Exercise description: Without the pictures, write out all the lines below exactly as they appear.

Recorded information:

★ ★ ★ ★

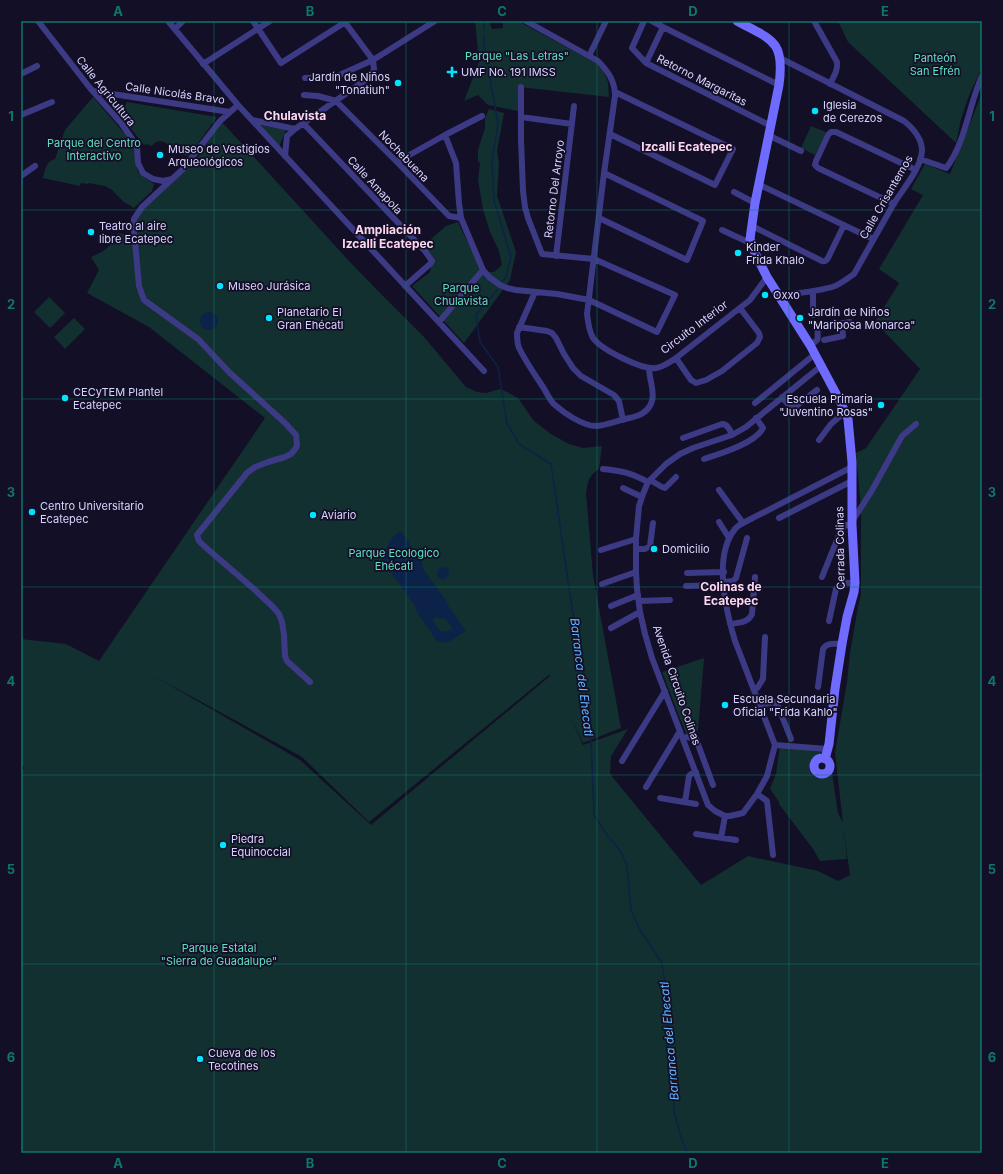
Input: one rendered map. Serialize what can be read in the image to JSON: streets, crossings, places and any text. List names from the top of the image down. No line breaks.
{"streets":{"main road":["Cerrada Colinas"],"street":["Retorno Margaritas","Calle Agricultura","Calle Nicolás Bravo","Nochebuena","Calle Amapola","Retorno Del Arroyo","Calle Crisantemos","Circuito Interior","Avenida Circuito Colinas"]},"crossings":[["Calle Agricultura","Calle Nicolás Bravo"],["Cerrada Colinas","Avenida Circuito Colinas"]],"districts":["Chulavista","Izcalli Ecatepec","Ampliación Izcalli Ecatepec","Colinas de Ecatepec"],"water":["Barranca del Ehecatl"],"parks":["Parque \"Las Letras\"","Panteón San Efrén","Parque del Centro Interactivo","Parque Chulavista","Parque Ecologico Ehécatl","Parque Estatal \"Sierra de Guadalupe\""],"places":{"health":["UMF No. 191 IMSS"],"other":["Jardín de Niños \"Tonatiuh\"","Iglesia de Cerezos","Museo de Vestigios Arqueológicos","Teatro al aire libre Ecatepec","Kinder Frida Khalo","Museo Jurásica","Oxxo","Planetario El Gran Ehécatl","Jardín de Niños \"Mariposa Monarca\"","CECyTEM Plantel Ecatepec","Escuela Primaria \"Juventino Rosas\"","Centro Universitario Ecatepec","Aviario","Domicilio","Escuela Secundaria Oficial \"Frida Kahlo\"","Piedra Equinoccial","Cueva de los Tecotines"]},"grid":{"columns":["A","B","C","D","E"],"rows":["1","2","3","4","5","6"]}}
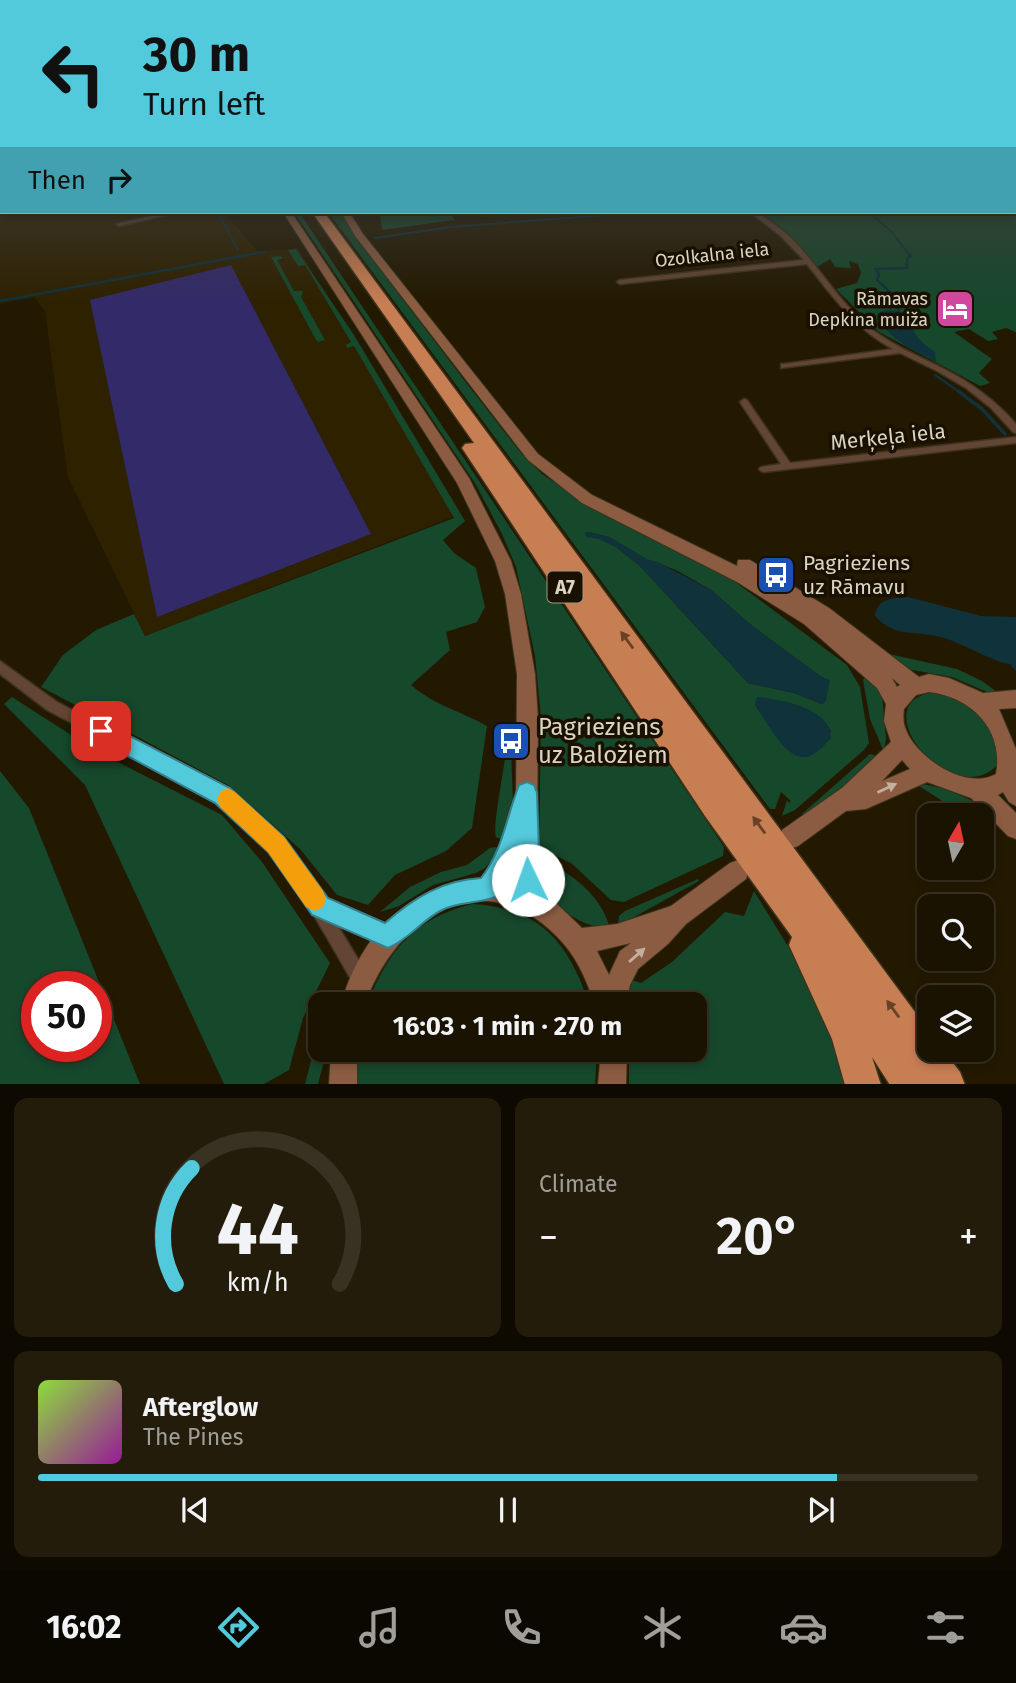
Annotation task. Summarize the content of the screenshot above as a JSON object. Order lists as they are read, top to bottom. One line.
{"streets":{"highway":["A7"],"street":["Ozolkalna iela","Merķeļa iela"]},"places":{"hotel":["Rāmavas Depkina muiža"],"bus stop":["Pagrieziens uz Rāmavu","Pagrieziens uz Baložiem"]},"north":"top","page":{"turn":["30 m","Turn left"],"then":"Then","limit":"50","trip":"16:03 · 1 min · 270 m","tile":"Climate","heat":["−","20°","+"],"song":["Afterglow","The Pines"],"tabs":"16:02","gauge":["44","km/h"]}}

★ ★ ★ ★

Answer space:
Input: one rendered map. Serialize what can be read in the image to JSON: streets, crossings, places and any text. List names from the top of the image down. No line breaks.
{"streets":{"main road":["Cerrada Colinas"],"street":["Retorno Margaritas","Calle Agricultura","Calle Nicolás Bravo","Nochebuena","Calle Amapola","Retorno Del Arroyo","Calle Crisantemos","Circuito Interior","Avenida Circuito Colinas"]},"crossings":[["Calle Agricultura","Calle Nicolás Bravo"],["Cerrada Colinas","Avenida Circuito Colinas"]],"districts":["Chulavista","Izcalli Ecatepec","Ampliación Izcalli Ecatepec","Colinas de Ecatepec"],"water":["Barranca del Ehecatl"],"parks":["Parque \"Las Letras\"","Panteón San Efrén","Parque del Centro Interactivo","Parque Chulavista","Parque Ecologico Ehécatl","Parque Estatal \"Sierra de Guadalupe\""],"places":{"health":["UMF No. 191 IMSS"],"other":["Jardín de Niños \"Tonatiuh\"","Iglesia de Cerezos","Museo de Vestigios Arqueológicos","Teatro al aire libre Ecatepec","Kinder Frida Khalo","Museo Jurásica","Oxxo","Planetario El Gran Ehécatl","Jardín de Niños \"Mariposa Monarca\"","CECyTEM Plantel Ecatepec","Escuela Primaria \"Juventino Rosas\"","Centro Universitario Ecatepec","Aviario","Domicilio","Escuela Secundaria Oficial \"Frida Kahlo\"","Piedra Equinoccial","Cueva de los Tecotines"]},"grid":{"columns":["A","B","C","D","E"],"rows":["1","2","3","4","5","6"]}}
Annotation task. Summarize the content of the screenshot above as a JSON object. Order lists as they are read, top to bottom. One line.
{"streets":{"highway":["A7"],"street":["Ozolkalna iela","Merķeļa iela"]},"places":{"hotel":["Rāmavas Depkina muiža"],"bus stop":["Pagrieziens uz Rāmavu","Pagrieziens uz Baložiem"]},"north":"top","page":{"turn":["30 m","Turn left"],"then":"Then","limit":"50","trip":"16:03 · 1 min · 270 m","tile":"Climate","heat":["−","20°","+"],"song":["Afterglow","The Pines"],"tabs":"16:02","gauge":["44","km/h"]}}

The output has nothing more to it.